Das Jahr 2026 wird als grundlegender Wendepunkt für zahlreiche Unternehmen gelten. Schlüsseltechnologien wie künstliche Intelligenz, Edge-Computing und moderne Datenplattformen entwickeln sich hin zu integrierten Systemen, die nicht nur die betriebliche Effizienz steigern, sondern auch neue Geschäftsmöglichkeiten schaffen. Gleichzeitig steigen die Anforderungen an die IT-Infrastruktur drastisch. Die Anpassung an diese Veränderungen wird die KI-Strategie vieler Unternehmen entscheidend beeinflussen. Schnelligkeit, Agilität und Anpassungsfähigkeit werden dabei zu den zentralen Faktoren, die über den Erfolg entscheiden. In der Industrie beispielsweise verknüpfen intelligente Systeme fortlaufend interne Produktionsdaten mit externen Informationen von Lieferketten oder Märkten. Dadurch kann das Unternehmen potenzielle Risiken wie maschinelle Ausfälle oder Veränderungen in der Nachfrage frühzeitig erkennen und entsprechende Anpassungen in den Produktionsplänen vornehmen. So bleibt die Produktion flexibel, und Ressourcen werden optimal genutzt, was zu zuverlässigeren Lieferzusagen führt.

Trend 1: Modulare IT-Umgebungen als Lösung

Die Implementierung von KI-Projekten erfordert eine extrem skalierbare Infrastruktur, die oft die finanziellen Möglichkeiten vieler Unternehmen übersteigt. Hochentwickelte KI-Modelle benötigen eine Vielzahl von GPUs, sodass ein „Data Center as a Service“ eine attraktive Option darstellt.
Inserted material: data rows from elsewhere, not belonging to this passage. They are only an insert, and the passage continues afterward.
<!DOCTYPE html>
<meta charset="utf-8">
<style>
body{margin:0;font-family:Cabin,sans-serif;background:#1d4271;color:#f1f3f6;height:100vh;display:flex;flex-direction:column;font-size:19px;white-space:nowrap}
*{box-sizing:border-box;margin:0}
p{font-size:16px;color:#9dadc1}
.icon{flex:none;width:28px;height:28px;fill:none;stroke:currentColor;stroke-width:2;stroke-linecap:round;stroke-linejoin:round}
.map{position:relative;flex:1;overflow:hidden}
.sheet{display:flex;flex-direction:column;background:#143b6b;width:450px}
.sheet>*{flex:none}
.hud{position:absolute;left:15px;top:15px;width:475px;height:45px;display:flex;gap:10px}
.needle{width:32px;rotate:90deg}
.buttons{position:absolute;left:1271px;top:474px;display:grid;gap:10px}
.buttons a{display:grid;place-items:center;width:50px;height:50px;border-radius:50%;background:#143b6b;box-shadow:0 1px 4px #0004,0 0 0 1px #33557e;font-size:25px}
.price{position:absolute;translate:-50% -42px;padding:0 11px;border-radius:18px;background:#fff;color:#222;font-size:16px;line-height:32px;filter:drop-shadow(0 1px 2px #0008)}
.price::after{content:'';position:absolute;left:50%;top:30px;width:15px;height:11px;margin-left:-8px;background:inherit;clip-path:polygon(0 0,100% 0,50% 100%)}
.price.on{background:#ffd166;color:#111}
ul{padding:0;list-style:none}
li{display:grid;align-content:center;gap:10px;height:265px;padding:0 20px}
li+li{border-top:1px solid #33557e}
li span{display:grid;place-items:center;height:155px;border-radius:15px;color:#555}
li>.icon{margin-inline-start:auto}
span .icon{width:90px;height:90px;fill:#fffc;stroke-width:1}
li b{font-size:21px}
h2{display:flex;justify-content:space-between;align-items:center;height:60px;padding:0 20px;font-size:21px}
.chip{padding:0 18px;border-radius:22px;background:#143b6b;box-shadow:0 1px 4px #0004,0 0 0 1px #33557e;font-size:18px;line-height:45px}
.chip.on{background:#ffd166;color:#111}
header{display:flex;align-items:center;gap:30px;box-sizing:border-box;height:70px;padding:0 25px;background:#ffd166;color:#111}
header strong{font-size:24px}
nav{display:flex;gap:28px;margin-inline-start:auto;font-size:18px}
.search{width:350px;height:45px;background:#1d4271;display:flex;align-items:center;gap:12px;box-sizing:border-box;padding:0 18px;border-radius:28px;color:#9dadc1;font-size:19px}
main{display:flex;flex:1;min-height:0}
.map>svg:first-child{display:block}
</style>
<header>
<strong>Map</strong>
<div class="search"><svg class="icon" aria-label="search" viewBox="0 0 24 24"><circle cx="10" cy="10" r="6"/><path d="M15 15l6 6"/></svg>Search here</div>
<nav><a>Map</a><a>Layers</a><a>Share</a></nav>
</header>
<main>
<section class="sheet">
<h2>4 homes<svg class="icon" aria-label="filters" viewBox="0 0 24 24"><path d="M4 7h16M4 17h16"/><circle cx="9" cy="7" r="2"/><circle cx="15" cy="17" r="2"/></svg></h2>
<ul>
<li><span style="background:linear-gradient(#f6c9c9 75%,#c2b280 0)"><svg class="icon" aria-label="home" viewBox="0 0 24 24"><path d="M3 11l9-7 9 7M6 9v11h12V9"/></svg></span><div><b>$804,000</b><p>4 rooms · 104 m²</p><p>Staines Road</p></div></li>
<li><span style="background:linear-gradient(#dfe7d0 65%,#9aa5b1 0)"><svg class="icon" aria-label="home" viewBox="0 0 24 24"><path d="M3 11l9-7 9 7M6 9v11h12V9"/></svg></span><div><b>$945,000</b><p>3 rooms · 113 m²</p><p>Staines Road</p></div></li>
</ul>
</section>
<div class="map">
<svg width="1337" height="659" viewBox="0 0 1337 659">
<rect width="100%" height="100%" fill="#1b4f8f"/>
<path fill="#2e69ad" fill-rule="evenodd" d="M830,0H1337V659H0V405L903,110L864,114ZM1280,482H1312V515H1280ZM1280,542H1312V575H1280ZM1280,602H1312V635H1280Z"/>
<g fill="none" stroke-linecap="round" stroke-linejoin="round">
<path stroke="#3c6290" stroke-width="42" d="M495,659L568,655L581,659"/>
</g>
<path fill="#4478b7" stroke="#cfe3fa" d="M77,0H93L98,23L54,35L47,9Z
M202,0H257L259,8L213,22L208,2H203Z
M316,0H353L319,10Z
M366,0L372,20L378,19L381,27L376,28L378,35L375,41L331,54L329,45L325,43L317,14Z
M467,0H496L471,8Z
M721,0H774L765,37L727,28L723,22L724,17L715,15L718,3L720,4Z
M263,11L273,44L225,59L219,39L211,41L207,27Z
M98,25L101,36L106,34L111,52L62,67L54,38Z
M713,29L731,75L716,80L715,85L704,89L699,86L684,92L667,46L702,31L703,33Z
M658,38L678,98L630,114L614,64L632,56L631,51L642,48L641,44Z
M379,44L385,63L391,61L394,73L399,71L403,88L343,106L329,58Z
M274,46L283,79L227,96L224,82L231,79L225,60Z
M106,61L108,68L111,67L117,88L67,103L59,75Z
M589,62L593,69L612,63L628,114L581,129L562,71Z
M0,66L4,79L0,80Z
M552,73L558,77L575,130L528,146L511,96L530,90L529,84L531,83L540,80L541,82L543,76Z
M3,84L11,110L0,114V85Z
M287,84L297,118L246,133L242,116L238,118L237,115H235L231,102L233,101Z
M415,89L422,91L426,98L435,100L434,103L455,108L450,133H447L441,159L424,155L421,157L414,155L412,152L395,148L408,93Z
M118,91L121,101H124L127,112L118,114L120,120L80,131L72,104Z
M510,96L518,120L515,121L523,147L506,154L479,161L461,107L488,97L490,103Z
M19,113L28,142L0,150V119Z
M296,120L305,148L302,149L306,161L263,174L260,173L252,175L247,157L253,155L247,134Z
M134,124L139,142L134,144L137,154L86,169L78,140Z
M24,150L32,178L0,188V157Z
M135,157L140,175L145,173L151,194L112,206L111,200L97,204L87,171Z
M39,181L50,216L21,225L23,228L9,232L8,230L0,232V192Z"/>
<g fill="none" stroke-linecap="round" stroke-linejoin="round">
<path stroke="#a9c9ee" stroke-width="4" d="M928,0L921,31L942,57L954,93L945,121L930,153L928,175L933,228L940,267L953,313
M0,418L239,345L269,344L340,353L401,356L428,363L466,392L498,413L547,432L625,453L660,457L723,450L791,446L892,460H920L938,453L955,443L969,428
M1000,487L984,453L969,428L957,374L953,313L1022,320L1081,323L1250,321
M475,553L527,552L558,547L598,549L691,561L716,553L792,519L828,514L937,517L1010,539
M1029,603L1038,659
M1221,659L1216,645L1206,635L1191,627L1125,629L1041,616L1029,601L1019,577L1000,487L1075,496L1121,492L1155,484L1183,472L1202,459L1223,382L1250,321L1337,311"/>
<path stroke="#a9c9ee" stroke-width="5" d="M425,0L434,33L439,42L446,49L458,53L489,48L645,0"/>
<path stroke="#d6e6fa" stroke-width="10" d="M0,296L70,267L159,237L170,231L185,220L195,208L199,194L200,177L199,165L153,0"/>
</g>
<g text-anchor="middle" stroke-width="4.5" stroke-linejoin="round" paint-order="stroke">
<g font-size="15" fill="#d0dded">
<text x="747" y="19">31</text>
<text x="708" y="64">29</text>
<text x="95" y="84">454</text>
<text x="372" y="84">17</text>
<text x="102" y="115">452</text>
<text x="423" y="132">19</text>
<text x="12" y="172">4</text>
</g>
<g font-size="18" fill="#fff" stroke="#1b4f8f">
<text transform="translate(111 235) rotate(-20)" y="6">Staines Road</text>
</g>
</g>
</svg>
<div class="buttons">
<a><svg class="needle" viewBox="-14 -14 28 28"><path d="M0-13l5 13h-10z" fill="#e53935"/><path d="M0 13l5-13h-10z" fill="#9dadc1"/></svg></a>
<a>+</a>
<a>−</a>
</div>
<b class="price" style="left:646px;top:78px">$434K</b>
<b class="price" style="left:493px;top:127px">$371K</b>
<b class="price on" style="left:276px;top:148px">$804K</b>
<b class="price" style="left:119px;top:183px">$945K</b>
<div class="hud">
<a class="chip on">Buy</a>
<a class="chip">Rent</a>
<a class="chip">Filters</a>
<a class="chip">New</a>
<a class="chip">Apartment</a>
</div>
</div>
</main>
Hierbei erhalten Unternehmen Zugriff auf spezialisierte Rechenleistungen, ohne eine unternehmenseigene Infrastruktur aufbauen zu müssen. Hybride Ansätze, bei denen Unternehmen eine „KI-Fabrik“ kreieren, haben sich als effektiv erwiesen. Edge-Systeme übernehmen dabei latenzkritische Aufgaben, während zentrale Rechenumgebungen für Training und Management verantwortlich sind. Public-Cloud-Ressourcen können zudem für weniger sensible Informationen genutzt werden, um elastische Skalierungen zu ermöglichen.
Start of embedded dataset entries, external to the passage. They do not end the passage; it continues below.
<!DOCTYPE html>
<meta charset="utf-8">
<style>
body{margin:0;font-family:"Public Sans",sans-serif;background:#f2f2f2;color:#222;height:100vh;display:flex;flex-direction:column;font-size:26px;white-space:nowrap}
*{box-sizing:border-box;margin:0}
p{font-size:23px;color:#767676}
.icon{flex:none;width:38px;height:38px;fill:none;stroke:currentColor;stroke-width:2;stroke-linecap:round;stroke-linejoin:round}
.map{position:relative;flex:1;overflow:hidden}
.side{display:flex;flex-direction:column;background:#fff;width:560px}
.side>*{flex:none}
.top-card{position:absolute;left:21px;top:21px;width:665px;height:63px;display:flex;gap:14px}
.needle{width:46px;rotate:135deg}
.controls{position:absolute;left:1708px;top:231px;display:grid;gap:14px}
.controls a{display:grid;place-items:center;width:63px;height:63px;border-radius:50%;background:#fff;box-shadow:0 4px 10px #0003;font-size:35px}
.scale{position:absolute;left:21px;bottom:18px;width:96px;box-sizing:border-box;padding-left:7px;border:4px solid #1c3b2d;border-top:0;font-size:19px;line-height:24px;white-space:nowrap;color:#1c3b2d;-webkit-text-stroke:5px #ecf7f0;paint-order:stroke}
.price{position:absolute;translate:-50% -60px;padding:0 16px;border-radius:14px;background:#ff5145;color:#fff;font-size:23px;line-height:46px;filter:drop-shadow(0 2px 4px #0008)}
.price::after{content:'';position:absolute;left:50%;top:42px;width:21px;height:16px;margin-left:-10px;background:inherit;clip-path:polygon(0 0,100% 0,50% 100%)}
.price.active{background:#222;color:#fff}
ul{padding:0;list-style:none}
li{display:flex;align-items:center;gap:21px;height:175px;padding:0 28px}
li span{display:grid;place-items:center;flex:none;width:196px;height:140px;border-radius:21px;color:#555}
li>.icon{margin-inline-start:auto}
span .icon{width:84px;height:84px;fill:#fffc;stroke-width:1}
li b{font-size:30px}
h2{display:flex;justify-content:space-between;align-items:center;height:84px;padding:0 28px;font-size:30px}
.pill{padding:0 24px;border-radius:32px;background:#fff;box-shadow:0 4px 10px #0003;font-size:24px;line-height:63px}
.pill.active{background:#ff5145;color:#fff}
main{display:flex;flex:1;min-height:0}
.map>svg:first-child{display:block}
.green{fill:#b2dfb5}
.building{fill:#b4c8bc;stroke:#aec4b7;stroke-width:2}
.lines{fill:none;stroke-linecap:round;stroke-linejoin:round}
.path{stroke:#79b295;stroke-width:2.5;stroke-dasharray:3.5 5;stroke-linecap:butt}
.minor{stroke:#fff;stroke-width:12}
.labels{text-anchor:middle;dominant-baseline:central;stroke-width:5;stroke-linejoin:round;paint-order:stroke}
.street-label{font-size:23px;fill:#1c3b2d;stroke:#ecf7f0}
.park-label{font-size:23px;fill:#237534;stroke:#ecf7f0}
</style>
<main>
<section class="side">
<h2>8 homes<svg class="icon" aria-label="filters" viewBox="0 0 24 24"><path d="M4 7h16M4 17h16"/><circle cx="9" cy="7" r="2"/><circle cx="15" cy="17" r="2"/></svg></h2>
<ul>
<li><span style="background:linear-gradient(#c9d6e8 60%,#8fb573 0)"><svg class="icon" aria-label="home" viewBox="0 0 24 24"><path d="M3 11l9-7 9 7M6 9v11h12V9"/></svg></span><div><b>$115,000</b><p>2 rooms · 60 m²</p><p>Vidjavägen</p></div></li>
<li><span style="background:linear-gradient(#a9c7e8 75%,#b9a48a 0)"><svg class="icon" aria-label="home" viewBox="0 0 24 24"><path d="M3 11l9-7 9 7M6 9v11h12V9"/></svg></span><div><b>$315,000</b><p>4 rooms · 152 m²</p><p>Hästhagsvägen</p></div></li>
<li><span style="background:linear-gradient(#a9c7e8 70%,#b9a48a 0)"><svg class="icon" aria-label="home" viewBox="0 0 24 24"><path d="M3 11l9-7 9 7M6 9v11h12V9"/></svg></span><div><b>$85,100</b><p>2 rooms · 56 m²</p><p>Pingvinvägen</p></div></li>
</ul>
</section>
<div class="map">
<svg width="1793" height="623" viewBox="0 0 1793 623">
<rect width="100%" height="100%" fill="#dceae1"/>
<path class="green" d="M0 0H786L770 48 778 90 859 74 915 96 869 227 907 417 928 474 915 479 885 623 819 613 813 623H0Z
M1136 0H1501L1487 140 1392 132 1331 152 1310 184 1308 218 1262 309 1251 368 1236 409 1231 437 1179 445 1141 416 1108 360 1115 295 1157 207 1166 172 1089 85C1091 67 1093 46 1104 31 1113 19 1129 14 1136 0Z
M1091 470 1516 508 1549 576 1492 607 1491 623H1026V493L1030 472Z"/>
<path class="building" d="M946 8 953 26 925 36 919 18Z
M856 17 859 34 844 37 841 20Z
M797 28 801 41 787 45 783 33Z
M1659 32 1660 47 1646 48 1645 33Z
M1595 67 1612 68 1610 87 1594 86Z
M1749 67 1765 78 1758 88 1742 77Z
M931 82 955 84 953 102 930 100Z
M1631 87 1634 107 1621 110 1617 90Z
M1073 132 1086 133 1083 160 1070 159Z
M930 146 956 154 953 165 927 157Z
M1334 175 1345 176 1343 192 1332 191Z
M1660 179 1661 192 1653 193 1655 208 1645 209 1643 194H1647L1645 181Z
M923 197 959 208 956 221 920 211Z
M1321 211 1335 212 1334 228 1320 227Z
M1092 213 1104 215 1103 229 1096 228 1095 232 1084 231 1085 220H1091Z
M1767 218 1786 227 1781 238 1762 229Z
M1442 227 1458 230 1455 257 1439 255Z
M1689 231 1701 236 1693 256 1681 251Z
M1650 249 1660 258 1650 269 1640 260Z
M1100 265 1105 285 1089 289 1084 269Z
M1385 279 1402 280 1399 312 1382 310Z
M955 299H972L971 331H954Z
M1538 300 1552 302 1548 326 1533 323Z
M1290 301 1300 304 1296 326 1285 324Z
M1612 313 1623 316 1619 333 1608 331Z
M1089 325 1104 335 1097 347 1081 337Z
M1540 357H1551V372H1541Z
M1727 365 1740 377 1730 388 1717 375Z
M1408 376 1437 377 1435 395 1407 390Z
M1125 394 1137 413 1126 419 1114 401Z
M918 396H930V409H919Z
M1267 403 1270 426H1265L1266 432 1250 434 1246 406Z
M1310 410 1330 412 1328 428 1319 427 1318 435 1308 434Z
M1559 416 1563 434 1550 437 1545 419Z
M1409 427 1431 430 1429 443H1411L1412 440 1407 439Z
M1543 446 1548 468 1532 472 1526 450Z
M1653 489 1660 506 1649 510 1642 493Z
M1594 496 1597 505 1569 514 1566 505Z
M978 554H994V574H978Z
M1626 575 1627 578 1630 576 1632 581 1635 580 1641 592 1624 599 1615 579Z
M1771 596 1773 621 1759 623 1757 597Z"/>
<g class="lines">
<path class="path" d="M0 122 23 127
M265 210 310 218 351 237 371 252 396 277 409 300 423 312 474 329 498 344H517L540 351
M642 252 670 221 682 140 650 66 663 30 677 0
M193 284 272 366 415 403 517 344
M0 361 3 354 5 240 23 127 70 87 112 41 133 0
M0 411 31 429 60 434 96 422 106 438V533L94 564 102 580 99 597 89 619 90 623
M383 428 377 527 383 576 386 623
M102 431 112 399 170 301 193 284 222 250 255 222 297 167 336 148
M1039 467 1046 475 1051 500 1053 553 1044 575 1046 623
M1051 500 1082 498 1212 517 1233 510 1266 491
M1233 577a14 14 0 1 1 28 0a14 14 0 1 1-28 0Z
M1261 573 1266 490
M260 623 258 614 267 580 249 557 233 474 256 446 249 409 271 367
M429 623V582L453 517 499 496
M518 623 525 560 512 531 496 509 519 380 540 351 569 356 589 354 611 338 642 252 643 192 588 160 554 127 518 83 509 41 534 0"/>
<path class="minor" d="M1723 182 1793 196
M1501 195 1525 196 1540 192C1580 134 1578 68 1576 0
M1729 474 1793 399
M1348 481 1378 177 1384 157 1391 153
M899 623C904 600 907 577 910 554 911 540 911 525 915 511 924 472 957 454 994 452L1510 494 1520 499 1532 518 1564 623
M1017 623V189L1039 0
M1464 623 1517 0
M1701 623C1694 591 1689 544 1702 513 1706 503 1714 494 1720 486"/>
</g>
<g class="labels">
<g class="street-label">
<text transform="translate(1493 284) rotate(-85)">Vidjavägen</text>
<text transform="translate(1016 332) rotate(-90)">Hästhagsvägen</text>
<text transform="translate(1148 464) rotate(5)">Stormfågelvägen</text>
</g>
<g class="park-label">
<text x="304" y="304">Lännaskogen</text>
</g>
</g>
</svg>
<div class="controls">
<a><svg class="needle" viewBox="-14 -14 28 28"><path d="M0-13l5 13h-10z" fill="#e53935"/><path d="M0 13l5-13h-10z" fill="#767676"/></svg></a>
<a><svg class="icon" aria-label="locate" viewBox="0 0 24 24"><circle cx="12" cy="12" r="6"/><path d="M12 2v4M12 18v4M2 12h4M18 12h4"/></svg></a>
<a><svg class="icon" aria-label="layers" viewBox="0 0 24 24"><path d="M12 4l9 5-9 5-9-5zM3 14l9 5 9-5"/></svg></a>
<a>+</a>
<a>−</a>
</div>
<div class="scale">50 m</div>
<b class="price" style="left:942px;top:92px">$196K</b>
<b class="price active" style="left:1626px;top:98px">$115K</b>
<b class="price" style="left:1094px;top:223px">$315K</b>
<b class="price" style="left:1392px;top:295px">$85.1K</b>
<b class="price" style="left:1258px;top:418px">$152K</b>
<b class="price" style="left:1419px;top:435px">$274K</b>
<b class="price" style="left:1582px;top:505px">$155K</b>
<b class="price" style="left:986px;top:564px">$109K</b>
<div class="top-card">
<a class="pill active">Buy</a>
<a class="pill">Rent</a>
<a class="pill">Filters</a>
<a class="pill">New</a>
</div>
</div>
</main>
Trend 2: Umdenken bei Speicherlösungen

Die Effizienz und Leistungsfähigkeit von KI-Anwendungen hängen nicht nur von der Rechenleistung ab, sondern auch von einem optimierten gesamten KI-Stack. Dazu gehören Technologien wie latenzarme Netzwerke, skalierbarer Speicher und Sicherheits- sowie Governance-Layer. Ganz besonders wichtig ist die Organisation der Speicherarchitektur, da KI-Systeme große Mengen an Daten verwalten müssen. Traditionelle Speicherlösungen wie NAS oder SAN sind aufgrund der steigenden Anforderungen an Datenaggregation und schnellem Zugriff häufig unzureichend. Auch in einer hyperkonvergenten Infrastruktur können Probleme auftreten, wenn die Daten auf unterschiedlichen Nodes gespeichert sind. Eine mögliche Lösung sind disaggregierte Architekturen, bei denen Speicher- und Rechenleistungen entkoppelt werden und eine gemeinsame Speicherebene über ein Netzwerk bereitgestellt wird.

Trend 3: Der Einsatz kleinerer Modelle im Unternehmensalltag

Im Bereich der KI galt lange die Faustregel, dass größere Modelle automatisch besser sind. Dies trifft jedoch nicht auf alle Anwendungsfälle zu. Im Fertigungssektor eignen sich kleinere Sprachmodelle (Small Language Models, SLMs) besser, da sie schnell in Produktionsprozesse integriert werden können. Diese Modelle lassen sich in relativ kurzer Zeit an spezifische Aufgaben anpassen, was durch Techniken wie die Low-Rank Adaptation (LoRA) unterstützt wird. Ein entscheidender Vorteil ist ebenfalls der lokale Einsatz dieser Modelle auf Edge-Geräten, wodurch Reaktionszeiten optimiert und Sicherheitsrisiken verringert werden. Kleinere Modelle reduzieren auch den Energieverbrauch sowie die Kosten für Cloud-Dienste erheblich und sind insbesondere für die Physical AI von großer Bedeutung, da sie selbstlernenden, autonomen Robotern eine notwendige Intelligenz verleihen. Diese Roboter können beispielsweise Hindernisse beim Warentransport erkennen, ihre Routen dynamisch anpassen und aus ihrer Umgebung lernen.

Fazit: Die Herausforderungen der KI-Integration

Die Integration von KI-Technologien wirkt sich entscheidend auf die strategische Ausrichtung der Unternehmen aus. Die Fähigkeit, sich schnell an veränderte Bedingungen anzupassen und eine skalierbare, effiziente IT-Infrastruktur zu implementieren, wird den Unterschied zwischen Erfolg und Misserfolg ausmachen. Unternehmen, die proaktiv auf die neuesten Trends der IT-Infrastruktur reagieren, werden in der Lage sein, ihre Wettbewerbsfähigkeit im digitalen Zeitalter zu sichern.